▸ WORK INSTRUCTION: Answer with one figure only, the number of lines below in which "fractalNoise" occurs.

[Data excerpts]

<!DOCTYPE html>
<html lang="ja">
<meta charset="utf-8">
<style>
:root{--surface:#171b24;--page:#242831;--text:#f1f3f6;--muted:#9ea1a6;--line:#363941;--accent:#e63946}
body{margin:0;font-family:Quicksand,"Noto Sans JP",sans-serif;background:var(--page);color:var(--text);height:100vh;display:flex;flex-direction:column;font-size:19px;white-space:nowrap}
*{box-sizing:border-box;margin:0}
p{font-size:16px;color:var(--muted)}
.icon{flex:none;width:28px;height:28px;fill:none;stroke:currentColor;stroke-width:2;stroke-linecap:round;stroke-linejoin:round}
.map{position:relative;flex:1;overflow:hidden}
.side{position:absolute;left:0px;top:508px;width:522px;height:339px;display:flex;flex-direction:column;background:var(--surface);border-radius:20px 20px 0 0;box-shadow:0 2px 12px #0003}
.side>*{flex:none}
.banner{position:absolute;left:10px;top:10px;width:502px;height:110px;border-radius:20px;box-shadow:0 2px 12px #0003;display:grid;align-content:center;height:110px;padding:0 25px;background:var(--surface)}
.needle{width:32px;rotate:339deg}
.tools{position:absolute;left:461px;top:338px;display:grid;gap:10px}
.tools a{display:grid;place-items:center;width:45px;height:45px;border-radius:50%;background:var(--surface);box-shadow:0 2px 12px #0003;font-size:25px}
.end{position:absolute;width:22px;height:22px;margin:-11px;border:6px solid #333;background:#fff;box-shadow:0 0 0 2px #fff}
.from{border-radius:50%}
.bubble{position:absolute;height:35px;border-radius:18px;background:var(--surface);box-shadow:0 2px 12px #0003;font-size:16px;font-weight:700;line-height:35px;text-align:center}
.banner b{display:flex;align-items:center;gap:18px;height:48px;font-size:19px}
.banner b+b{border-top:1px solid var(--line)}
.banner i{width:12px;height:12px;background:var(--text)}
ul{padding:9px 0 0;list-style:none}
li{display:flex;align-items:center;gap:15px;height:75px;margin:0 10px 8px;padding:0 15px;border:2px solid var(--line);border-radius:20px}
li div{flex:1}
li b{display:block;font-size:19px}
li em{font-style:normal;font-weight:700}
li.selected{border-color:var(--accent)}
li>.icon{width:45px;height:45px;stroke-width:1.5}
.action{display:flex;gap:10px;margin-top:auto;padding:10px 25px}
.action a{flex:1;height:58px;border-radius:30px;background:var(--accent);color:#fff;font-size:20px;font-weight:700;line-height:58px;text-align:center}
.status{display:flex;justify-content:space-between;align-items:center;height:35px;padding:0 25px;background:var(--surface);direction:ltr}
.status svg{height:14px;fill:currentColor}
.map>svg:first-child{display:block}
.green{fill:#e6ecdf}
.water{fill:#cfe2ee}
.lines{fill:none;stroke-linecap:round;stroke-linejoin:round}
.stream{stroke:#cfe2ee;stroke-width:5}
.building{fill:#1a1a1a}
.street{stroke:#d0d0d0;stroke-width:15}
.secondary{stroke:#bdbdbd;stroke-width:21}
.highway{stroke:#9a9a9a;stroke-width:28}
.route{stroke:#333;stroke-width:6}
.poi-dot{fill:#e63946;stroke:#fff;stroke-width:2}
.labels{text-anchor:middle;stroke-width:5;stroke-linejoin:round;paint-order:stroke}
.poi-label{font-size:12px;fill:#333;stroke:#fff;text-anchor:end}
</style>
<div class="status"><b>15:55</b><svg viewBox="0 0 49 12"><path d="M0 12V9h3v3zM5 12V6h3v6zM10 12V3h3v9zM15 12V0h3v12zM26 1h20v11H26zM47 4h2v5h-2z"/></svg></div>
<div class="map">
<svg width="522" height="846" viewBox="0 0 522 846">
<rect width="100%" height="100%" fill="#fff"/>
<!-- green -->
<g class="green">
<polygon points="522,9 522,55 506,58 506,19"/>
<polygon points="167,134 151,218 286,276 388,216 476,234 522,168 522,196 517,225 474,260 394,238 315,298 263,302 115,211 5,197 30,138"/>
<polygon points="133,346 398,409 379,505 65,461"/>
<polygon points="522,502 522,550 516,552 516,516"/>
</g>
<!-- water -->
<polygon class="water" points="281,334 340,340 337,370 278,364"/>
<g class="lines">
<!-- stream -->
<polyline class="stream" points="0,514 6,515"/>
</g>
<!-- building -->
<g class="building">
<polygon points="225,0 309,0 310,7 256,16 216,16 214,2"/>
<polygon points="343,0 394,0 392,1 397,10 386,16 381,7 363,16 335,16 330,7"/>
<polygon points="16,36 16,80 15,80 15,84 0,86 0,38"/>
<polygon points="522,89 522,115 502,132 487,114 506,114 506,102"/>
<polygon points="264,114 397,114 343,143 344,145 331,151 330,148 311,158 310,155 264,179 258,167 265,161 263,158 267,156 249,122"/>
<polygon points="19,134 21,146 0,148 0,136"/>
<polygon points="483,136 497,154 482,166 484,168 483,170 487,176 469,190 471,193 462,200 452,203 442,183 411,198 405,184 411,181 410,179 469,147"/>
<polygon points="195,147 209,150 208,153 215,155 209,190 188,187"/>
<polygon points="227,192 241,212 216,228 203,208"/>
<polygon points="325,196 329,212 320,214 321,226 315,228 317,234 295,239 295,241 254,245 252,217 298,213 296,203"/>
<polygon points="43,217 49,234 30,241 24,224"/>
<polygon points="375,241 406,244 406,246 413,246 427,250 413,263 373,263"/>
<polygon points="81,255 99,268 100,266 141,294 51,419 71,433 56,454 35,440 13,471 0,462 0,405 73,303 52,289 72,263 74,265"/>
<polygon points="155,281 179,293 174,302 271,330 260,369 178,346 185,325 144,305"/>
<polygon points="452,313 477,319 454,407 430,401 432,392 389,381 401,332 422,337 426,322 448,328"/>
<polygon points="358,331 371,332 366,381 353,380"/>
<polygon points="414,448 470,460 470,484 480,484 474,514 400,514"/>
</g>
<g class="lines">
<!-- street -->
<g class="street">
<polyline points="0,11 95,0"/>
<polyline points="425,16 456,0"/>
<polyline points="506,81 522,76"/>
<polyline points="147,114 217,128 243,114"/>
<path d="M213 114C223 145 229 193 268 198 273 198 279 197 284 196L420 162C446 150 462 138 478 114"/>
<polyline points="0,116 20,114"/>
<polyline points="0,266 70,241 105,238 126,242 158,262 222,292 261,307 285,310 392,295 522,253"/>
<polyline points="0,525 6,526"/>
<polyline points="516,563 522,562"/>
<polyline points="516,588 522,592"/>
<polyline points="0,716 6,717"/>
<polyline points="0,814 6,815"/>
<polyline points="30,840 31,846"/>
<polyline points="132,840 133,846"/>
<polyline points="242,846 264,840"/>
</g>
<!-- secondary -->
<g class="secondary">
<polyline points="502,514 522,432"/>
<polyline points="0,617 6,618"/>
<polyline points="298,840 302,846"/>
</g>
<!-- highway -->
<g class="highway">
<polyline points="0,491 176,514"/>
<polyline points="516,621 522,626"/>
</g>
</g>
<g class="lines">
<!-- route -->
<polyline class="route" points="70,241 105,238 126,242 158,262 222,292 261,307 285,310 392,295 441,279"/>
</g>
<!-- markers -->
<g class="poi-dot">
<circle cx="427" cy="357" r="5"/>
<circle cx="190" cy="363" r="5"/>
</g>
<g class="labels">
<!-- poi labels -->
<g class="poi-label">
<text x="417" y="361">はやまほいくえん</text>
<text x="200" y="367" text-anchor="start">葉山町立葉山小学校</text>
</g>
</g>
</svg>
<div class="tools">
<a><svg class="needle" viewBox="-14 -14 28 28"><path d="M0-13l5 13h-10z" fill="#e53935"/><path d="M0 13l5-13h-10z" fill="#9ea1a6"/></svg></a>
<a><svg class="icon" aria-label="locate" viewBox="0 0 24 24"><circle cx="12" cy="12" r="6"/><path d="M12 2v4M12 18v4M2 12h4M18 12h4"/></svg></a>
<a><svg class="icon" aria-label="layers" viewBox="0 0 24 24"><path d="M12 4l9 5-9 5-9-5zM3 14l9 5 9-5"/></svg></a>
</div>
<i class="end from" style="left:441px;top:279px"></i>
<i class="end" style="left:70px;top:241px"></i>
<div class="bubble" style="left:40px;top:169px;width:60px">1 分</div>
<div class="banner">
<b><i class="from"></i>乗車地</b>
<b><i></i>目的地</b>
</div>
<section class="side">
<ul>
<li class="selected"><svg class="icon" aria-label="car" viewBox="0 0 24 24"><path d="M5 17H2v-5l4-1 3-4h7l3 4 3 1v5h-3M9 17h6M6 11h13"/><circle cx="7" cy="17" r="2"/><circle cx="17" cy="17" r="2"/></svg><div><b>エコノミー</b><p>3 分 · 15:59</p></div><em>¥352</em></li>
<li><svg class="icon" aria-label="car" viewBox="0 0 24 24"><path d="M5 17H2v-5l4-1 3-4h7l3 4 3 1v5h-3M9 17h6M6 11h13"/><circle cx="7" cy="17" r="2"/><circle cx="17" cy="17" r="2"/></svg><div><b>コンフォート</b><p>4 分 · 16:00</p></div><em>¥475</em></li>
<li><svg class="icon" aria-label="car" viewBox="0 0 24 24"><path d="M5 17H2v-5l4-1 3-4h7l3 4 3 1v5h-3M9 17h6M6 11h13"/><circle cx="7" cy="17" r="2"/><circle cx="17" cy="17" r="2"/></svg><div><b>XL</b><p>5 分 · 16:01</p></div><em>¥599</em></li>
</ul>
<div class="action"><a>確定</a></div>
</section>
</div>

* * *

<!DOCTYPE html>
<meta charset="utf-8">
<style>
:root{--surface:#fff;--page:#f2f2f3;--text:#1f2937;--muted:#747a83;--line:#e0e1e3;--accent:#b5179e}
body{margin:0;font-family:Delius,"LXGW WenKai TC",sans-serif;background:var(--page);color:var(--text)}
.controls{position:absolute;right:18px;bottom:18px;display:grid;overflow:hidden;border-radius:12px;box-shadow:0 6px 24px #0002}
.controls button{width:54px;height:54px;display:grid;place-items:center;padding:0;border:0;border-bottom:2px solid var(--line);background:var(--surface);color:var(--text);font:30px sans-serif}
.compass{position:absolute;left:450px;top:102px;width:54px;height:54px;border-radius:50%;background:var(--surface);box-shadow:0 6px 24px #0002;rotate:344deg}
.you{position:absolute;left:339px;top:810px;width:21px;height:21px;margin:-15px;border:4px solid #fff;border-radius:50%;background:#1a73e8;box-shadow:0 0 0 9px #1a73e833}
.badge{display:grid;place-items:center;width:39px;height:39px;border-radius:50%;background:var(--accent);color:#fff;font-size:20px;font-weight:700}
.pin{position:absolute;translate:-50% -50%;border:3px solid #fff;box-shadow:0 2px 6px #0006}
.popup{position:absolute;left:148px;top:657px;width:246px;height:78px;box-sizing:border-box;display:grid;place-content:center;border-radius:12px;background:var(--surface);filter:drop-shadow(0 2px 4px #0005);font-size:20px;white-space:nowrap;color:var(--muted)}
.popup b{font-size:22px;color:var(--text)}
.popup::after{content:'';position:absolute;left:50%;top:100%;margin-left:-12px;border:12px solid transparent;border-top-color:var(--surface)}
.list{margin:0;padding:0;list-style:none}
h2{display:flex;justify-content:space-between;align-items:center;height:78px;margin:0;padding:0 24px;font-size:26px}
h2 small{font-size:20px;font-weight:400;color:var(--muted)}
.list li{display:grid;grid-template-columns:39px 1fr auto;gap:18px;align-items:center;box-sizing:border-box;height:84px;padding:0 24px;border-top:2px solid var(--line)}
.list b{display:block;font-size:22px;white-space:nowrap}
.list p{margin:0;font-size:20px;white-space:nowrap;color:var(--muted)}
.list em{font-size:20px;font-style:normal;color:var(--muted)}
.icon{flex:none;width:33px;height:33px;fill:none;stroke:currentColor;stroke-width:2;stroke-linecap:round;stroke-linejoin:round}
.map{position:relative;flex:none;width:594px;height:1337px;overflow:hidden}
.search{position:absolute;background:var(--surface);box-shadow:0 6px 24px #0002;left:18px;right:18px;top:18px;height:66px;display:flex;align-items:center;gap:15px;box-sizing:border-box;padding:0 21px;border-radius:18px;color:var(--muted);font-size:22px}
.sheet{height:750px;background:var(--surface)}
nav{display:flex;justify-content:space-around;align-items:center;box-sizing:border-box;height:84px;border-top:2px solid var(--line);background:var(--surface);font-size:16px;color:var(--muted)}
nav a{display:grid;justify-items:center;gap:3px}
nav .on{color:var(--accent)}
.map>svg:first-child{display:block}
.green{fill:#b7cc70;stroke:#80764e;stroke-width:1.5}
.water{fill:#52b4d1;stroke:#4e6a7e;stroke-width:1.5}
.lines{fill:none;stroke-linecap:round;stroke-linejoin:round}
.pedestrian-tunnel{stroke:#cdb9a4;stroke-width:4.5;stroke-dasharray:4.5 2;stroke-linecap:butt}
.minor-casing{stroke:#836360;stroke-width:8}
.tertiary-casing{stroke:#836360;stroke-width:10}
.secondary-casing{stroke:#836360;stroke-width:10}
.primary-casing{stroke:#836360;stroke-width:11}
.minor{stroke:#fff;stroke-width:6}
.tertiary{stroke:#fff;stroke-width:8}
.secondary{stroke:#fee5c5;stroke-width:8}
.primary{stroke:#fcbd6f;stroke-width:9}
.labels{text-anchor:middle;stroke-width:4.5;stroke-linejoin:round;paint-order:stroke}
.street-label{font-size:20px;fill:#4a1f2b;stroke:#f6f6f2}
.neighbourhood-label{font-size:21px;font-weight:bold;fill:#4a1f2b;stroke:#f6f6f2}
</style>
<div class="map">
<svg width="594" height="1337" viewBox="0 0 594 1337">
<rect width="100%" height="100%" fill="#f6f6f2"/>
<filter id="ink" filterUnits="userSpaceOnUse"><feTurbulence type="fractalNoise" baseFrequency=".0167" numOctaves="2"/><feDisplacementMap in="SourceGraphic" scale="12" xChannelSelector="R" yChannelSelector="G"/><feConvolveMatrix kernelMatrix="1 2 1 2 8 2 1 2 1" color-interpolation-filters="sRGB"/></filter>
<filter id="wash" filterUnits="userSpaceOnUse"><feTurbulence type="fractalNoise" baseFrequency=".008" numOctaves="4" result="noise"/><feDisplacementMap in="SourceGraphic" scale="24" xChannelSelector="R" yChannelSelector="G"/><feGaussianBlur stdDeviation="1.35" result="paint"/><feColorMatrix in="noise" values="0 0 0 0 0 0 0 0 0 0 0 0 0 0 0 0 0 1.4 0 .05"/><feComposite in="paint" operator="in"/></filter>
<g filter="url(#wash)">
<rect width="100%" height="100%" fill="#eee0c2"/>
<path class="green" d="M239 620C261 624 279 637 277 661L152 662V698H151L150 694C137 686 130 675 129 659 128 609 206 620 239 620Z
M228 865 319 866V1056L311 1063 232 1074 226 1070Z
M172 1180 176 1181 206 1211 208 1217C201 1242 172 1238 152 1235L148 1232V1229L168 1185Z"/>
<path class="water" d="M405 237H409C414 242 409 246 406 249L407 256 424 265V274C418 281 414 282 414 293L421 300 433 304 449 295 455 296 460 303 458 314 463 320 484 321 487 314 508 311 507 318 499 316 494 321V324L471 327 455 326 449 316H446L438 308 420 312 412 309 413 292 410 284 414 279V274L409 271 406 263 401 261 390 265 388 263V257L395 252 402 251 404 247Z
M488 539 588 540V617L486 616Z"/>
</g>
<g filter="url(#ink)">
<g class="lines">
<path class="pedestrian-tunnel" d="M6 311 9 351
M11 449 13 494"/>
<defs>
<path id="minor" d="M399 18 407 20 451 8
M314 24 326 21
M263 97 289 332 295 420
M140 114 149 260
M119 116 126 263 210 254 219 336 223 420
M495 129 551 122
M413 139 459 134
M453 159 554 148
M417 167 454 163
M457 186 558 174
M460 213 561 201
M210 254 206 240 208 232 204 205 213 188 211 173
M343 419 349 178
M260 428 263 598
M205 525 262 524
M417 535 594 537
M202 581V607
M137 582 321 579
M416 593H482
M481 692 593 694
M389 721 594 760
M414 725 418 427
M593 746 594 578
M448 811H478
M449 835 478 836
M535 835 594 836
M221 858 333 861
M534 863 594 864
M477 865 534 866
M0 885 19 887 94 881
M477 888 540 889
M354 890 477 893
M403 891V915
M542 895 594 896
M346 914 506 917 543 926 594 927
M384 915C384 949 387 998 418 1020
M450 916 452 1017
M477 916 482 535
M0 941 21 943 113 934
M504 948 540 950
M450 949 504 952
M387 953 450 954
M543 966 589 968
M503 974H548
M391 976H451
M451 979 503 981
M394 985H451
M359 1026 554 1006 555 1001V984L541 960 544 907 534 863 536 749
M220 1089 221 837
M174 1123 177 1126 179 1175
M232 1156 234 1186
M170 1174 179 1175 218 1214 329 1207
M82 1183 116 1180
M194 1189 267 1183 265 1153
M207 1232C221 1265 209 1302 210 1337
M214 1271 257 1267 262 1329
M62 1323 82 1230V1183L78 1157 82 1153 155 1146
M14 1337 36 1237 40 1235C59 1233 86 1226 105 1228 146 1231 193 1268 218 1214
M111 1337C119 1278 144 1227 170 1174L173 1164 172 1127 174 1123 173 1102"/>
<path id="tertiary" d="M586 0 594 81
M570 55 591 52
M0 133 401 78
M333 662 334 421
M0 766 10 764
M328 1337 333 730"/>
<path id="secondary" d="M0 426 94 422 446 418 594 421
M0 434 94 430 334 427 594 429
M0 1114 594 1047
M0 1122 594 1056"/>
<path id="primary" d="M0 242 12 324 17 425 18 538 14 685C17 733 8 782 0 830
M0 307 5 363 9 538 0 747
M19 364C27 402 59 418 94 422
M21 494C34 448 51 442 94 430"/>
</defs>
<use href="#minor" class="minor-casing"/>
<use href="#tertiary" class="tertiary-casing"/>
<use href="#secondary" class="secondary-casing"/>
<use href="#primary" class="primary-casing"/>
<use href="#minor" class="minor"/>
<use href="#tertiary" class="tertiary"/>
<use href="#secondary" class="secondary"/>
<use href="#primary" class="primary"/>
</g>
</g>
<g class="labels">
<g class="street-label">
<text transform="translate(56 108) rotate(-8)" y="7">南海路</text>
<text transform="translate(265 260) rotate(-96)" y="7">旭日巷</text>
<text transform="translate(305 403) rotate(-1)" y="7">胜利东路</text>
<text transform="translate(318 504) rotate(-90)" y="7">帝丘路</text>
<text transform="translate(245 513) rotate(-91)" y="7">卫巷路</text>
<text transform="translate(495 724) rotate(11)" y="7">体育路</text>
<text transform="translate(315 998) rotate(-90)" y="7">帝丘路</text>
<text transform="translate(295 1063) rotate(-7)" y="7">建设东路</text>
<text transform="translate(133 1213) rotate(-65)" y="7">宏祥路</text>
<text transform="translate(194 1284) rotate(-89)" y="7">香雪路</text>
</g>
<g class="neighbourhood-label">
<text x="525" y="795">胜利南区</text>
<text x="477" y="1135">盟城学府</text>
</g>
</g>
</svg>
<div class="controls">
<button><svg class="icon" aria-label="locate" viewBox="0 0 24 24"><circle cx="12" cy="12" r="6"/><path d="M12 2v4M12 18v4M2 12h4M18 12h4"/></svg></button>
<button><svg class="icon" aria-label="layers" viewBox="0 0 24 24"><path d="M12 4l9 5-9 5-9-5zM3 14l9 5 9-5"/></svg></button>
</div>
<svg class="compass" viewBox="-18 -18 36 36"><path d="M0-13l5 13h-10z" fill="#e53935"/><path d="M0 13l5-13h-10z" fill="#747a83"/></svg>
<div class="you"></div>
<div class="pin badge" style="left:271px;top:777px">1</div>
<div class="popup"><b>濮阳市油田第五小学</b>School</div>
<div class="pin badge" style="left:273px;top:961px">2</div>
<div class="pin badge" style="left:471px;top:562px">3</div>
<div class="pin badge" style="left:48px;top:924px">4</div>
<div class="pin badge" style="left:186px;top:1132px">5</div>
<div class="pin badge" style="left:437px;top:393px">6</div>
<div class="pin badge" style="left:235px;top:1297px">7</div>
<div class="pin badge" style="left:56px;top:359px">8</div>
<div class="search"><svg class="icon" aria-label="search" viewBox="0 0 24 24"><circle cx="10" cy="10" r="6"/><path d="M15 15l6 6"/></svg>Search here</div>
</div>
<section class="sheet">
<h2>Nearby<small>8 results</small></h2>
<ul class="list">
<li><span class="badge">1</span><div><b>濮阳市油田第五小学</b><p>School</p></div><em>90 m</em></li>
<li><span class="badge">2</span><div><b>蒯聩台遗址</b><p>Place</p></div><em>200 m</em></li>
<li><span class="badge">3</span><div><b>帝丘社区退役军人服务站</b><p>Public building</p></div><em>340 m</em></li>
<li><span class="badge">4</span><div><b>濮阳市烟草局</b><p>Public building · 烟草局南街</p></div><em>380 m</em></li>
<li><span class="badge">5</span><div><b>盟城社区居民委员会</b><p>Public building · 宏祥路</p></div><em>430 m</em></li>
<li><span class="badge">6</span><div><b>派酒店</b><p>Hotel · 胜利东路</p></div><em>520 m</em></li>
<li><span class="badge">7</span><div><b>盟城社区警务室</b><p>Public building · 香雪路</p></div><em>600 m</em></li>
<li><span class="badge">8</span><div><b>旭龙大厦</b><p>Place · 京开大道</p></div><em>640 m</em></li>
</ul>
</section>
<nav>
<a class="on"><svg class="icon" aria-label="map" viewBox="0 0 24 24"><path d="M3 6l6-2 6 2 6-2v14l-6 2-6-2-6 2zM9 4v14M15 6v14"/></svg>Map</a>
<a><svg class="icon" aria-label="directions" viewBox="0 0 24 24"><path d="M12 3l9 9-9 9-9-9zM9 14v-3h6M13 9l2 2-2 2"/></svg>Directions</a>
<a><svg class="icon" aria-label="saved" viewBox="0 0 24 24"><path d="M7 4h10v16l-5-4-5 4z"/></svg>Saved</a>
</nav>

▸ REPLY: 2